However, it looks like geometries_are_the_same() per-se is fine, it gives logical results (actually the same both with and without upper_right_corner, which makes sense).
--> So looks like the issue lies rather on the fact that if geometries_are_the_same() is True, the dataset is directly returned as-is (which seems to be the problem here), while in the old BaseResampler the datasets were always still going through the resampling precompute and compute, (which were somehow avoiding the bug)...

This is where I'm now, I'll try to look further.

Adding a note here to say that this also happens with Himawari data:

bbox = (-1600000, -2770000, 690000, -1040000)

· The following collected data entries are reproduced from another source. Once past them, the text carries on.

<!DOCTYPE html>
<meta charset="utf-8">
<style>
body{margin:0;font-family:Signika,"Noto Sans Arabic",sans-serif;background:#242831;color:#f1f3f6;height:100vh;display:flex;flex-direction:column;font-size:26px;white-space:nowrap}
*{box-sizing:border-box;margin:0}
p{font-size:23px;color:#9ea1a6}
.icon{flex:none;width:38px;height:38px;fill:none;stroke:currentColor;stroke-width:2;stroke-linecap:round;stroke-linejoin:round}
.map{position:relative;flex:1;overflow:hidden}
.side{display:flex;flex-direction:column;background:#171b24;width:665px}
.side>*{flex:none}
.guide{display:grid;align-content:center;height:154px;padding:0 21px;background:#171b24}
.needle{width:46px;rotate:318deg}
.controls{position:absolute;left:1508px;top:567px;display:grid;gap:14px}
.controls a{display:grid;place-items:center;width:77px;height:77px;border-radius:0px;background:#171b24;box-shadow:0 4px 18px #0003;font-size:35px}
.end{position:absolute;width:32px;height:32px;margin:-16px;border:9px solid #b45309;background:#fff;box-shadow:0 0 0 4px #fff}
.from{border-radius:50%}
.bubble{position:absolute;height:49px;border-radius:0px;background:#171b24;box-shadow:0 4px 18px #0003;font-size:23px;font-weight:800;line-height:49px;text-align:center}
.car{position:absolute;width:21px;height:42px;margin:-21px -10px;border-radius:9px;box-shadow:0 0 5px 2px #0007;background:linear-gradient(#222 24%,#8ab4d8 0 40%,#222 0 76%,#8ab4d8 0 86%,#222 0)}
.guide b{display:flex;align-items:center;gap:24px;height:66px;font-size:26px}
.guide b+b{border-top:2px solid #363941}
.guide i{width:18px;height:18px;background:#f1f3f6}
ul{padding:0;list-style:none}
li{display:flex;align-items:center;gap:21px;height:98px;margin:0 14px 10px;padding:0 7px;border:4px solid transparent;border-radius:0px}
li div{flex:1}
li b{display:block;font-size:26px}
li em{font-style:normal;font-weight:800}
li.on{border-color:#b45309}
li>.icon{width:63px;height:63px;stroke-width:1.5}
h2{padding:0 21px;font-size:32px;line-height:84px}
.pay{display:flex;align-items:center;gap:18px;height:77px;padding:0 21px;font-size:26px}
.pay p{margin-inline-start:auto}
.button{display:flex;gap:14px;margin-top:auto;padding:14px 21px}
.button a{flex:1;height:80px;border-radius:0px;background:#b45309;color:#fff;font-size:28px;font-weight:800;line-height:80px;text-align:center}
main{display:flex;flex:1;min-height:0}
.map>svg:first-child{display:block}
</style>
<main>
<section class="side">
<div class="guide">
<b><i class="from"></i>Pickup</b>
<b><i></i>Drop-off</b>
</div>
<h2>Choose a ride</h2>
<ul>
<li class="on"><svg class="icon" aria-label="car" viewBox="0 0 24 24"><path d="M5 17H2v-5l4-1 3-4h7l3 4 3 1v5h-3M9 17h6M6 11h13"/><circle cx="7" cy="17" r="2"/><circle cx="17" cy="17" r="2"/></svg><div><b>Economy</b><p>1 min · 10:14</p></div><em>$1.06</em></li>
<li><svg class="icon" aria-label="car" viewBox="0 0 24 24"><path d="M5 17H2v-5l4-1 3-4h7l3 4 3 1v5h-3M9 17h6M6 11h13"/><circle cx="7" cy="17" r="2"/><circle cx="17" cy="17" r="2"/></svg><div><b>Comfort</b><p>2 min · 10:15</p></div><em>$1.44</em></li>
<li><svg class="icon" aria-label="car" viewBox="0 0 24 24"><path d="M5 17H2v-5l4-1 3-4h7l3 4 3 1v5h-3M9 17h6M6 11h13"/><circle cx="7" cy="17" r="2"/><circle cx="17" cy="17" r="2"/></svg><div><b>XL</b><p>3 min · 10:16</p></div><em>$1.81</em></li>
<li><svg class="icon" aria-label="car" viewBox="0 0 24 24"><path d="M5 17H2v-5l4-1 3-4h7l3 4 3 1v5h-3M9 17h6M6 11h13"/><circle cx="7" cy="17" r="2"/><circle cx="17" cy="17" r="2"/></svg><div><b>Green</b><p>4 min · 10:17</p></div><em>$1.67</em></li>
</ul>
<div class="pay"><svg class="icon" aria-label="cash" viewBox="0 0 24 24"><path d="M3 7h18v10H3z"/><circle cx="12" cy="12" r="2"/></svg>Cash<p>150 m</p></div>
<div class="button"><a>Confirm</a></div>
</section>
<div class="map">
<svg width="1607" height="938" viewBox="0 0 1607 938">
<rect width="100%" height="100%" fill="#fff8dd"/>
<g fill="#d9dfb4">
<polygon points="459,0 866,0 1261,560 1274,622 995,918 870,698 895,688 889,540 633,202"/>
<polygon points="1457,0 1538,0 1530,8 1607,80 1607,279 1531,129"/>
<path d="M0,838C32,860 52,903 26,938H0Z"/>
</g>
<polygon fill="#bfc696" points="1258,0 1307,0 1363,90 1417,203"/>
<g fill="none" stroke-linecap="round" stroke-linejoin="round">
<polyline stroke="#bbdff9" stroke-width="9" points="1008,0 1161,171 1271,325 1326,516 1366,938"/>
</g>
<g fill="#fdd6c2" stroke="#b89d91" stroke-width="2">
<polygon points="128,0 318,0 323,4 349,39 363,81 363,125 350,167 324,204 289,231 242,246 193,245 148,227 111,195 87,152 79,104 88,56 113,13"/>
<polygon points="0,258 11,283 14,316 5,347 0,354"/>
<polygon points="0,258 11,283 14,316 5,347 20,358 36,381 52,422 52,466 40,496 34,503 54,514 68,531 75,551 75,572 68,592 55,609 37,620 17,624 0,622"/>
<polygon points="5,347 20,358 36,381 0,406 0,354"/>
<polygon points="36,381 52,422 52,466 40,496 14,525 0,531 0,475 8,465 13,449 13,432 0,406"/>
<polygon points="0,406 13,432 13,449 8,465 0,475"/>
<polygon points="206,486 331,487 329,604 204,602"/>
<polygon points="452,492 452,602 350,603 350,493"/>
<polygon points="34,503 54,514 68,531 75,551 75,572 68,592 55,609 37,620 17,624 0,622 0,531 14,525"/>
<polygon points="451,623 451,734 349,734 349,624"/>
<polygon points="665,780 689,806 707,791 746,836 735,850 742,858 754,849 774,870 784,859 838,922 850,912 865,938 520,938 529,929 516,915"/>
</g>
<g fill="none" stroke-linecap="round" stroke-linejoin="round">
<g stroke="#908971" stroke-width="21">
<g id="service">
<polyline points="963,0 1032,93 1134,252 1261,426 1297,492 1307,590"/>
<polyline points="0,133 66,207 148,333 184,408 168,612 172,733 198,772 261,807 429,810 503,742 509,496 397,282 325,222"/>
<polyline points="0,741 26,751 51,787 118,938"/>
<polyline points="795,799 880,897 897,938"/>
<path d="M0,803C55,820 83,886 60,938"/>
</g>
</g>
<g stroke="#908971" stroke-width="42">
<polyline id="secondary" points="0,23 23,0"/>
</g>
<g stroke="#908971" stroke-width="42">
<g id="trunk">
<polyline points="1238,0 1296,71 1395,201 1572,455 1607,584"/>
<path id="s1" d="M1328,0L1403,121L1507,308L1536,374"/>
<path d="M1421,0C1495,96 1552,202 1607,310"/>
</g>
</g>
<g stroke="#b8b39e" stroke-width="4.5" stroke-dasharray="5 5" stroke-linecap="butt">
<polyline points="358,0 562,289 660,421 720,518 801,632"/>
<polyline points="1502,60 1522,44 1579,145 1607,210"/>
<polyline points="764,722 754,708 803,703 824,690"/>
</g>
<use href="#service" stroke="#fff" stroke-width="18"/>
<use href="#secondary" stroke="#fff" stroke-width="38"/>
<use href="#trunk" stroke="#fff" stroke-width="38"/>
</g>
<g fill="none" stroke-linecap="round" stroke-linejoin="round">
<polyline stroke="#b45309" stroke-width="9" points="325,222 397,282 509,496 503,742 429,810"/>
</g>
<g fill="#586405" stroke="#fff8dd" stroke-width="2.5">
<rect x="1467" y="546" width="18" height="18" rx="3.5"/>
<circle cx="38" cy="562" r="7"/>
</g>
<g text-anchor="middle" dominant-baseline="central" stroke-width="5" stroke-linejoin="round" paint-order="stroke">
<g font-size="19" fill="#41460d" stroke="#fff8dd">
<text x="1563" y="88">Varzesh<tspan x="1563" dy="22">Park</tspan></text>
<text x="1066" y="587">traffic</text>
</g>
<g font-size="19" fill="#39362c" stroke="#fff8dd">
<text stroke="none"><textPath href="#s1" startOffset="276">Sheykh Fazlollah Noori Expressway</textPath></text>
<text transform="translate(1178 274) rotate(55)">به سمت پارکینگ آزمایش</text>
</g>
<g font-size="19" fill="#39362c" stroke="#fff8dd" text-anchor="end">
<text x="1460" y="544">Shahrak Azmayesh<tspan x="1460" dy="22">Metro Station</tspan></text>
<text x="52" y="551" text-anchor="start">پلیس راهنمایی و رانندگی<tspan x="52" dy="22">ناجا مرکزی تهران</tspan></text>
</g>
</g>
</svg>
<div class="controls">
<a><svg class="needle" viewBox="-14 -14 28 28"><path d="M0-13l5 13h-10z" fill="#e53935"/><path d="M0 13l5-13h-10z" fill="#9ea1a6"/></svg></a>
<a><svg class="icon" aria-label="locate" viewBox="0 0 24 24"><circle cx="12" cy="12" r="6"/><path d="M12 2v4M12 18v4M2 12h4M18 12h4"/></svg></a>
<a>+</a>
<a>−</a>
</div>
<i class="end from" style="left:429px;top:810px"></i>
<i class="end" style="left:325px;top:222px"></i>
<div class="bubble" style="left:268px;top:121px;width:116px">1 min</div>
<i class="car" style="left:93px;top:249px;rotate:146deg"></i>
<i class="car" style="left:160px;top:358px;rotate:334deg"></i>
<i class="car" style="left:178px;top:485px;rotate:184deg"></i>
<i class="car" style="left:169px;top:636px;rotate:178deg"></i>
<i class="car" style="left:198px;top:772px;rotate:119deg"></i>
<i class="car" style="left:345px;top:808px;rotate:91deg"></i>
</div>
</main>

scn = Scene(ifiles_l15, reader='ahi_hsd')
scn.load(['true_color_reproduction'])
scn2 = scn.crop(xy_bbox = bbox)
scn3 = scn2.resample(scn2.coarsest_area(), resampler='native')
scn3.save_datasets(base_dir=tod)#, enhance=False, dtype=np.float32, fill_value=0)

Gives:

RuntimeError: None of the requested datasets have been generated or could not be loaded. Requested composite inputs may need to have matching dimensions (eg. through resampling).

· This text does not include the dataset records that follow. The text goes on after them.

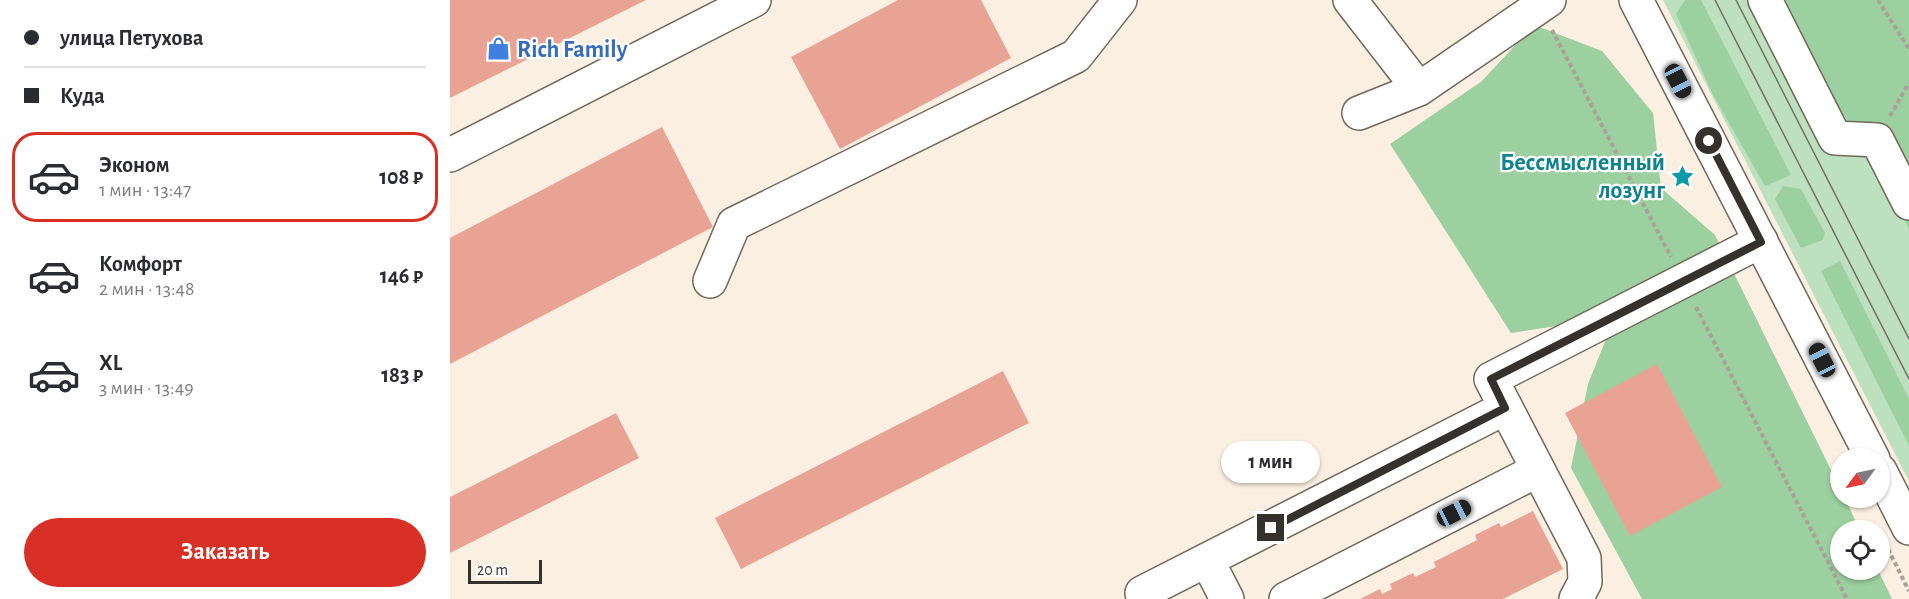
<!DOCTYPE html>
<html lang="ru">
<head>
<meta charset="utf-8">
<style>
  :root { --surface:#fff; --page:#f7f7f7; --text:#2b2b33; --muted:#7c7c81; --line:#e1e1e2; --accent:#d93025 }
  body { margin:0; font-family:"Alegreya Sans",sans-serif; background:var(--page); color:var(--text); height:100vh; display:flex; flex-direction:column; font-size:22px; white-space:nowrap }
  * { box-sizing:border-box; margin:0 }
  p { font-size:20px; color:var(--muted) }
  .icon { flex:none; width:33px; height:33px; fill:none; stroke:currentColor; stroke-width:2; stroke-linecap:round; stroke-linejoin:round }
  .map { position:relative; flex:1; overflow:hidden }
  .details { display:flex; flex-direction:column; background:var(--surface); width:450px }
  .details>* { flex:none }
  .hud { display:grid; align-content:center; height:132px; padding:0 24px; background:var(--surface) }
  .needle { width:39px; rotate:237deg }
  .buttons { position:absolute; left:1380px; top:448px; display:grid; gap:12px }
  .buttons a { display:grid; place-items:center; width:60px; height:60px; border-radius:50%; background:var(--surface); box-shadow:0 2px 4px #0004; font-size:30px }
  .scale { position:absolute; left:18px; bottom:15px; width:74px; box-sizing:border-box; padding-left:6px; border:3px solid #35312c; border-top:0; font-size:16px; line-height:21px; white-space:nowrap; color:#35312c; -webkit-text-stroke:4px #fff; paint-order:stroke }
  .end { position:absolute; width:27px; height:27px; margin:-14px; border:8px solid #35312c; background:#fff; box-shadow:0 0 0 3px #fff }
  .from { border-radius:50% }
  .bubble { position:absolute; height:42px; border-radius:21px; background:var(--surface); box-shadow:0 2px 4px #0004; font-size:20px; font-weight:700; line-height:42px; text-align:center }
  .car { position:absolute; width:18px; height:36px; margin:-18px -9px; border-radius:8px; box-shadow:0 0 4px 2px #0007; background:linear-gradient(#222 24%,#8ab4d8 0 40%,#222 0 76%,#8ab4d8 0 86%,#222 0) }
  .hud b { display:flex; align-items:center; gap:21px; height:57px; font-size:22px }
  .hud b+b { border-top:2px solid var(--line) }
  .hud i { width:15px; height:15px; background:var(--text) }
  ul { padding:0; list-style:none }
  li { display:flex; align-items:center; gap:18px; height:90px; margin:0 12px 9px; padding:0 12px; border:3px solid transparent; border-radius:24px }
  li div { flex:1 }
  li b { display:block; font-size:22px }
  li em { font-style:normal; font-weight:700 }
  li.current { border-color:var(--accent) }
  li>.icon { width:54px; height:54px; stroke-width:1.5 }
  .button { display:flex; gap:12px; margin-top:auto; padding:12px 24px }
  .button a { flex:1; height:69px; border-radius:36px; background:var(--accent); color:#fff; font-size:24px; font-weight:700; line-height:69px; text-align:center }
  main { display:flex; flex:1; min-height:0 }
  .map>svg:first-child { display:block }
  .green { fill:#bde0bf }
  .forest { fill:#9cd0a0 }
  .building { fill:#e9a394 }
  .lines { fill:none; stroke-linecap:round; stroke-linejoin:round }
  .minor-casing { stroke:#71685b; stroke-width:36 }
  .highway-casing { stroke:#71685b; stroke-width:36 }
  .path { stroke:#aaa298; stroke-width:4; stroke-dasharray:4.5 3; stroke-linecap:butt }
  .minor { stroke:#fff; stroke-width:33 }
  .highway { stroke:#fff; stroke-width:33 }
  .tram { stroke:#766f67; stroke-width:1.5 }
  .route { stroke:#35312c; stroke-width:8 }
  .labels { text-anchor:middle; stroke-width:4.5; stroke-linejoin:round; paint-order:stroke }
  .shop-label { font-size:24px; font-weight:bold; fill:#366cbe; stroke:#fff; text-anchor:start }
  .culture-label { font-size:24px; font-weight:bold; fill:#0d838f; stroke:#fff; text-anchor:end }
</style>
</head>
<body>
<main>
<section class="details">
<div class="hud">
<b><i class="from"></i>улица Петухова</b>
<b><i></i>Куда</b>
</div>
<ul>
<li class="current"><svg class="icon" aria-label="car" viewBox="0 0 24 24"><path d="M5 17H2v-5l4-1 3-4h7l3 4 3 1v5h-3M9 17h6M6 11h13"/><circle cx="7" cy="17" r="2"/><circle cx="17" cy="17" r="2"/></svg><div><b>Эконом</b><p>1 мин · 13:47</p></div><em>108 ₽</em></li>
<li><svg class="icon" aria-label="car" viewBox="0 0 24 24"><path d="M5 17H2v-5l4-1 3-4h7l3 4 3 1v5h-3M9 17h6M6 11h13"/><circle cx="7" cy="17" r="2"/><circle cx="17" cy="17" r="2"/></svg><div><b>Комфорт</b><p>2 мин · 13:48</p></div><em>146 ₽</em></li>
<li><svg class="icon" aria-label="car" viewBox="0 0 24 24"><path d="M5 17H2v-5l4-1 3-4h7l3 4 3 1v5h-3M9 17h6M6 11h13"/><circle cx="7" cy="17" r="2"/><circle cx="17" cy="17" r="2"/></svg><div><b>XL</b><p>3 мин · 13:49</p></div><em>183 ₽</em></li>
</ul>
<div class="button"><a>Заказать</a></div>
</section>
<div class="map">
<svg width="1459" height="599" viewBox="0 0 1459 599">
  <rect width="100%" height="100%" fill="#faefe1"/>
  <!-- green -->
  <path class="green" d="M1213,0h246v481z"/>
  <!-- forest -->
  <path class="forest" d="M1235,0h16l90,175 -26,11 -53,-93 -36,-79z
    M1327,0h132v229l-41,-81 -50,-68z
    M1084,25l68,26 51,62 8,75 54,47 118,239 7,15v9h5l15,33h-20v39h38l14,29h-250l-71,-131 17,-84 27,-67 -104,16 -121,-189 92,-63z
    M1333,186l18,3 24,44 -2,7 -22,8 -26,-49z
    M1390,261l69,138v47l-88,-175z"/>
  <!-- building -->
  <path class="building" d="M0,0h196l-196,98z
    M448,0h83l30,58 -171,91 -49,-92z
    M212,127l51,100 -263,137v-126z
    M1207,364l65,123 -92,49 -65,-123z
    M553,371l26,52 -288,146 -26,-51z
    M166,413l23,45 -189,95v-56z
    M1083,511l30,58 -60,30h-143l20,-10 2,5 10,-5 -2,-5 23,-11 2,4 21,-10 -2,-5 43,-22 -2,-5 24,-12 2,4z"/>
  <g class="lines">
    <defs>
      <path id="minor" d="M900,0l69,89
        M1315,0l70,138 42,2 32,63
        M909,113l60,-24 130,-89
        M0,155l304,-155
        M260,281l24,-57 342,-168 44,-56
        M757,560l20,39
        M692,593l363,-185
        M836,599l252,-129
        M1126,599l9,-17 -1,-24 -93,-179 270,-138"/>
      <path id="highway" d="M1186,0l237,459
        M1430,471l29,57"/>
    </defs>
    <!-- minor casing -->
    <use href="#minor" class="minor-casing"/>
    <!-- highway casing -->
    <use href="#highway" class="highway-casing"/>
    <!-- path -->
    <path class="path" d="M1428,0l31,49
      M1102,30l119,227
      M1440,116l19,-33
      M1246,307l151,292
      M1438,549l21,42"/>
    <!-- minor -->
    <use href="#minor" class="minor"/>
    <!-- highway -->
    <use href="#highway" class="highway"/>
    <!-- tram -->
    <path class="tram" d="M1265,0l194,379
      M1286,0l173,339"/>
  </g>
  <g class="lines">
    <!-- route -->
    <path class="route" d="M821,528l234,-120 -14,-29 270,-137 -52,-101"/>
  </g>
  <!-- icons -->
  <defs>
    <symbol id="shop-bare" viewBox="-9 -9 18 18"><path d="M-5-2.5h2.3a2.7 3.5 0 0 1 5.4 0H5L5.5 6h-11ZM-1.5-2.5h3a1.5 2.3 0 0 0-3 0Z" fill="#3f7fe0" stroke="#fff" stroke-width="2.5" paint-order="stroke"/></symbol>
    <symbol id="sight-bare" viewBox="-9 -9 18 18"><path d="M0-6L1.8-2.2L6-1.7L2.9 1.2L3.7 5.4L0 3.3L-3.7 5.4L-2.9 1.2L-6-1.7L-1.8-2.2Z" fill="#0f9aa8" stroke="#fff" stroke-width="2.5" paint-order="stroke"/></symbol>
  </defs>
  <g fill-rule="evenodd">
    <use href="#shop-bare" x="32" y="32" width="33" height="33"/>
    <use href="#sight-bare" x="1216" y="160" width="33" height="33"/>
  </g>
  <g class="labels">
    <!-- shop labels -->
    <g class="shop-label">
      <text x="67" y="57">Rich Family</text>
    </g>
    <!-- culture labels -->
    <g class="culture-label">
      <text x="1215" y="170">Бессмысленный<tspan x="1215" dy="28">лозунг</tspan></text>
    </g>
  </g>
</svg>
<div class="buttons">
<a><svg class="needle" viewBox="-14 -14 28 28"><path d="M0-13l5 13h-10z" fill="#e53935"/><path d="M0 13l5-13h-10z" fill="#7c7c81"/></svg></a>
<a><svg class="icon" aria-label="locate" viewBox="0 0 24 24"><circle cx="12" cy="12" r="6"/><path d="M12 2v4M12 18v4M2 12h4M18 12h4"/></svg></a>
</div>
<div class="scale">20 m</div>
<i class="end from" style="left:1259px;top:141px"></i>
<i class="end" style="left:821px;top:528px"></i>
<div class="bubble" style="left:771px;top:441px;width:99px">1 мин</div>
<i class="car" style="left:1228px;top:81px;rotate:153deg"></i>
<i class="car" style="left:1372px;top:360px;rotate:333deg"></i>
<i class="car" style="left:1004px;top:513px;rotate:63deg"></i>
</div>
</main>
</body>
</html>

The native, 'nearest', 'bilinear' and gradient_search resamplers all give the error.

If I switch from true_color_reproduction to true_color I do not have the error, though.

We tracked down the issue to slight differences (10^-10) in coords between channels that are natively in the finest/coarsest_area, and channels that have been resampled to it. When a compositor tries to do arithmetics on these channels (e.g. the FCI true_color that computes the NDVI), the coords don't match so the dimension is killed, which causes IncompatibleAreas and the generation failure.

Interesting, thanks for the update. Happy to help test this, might also fix the weird output images issue I mentioned on slack!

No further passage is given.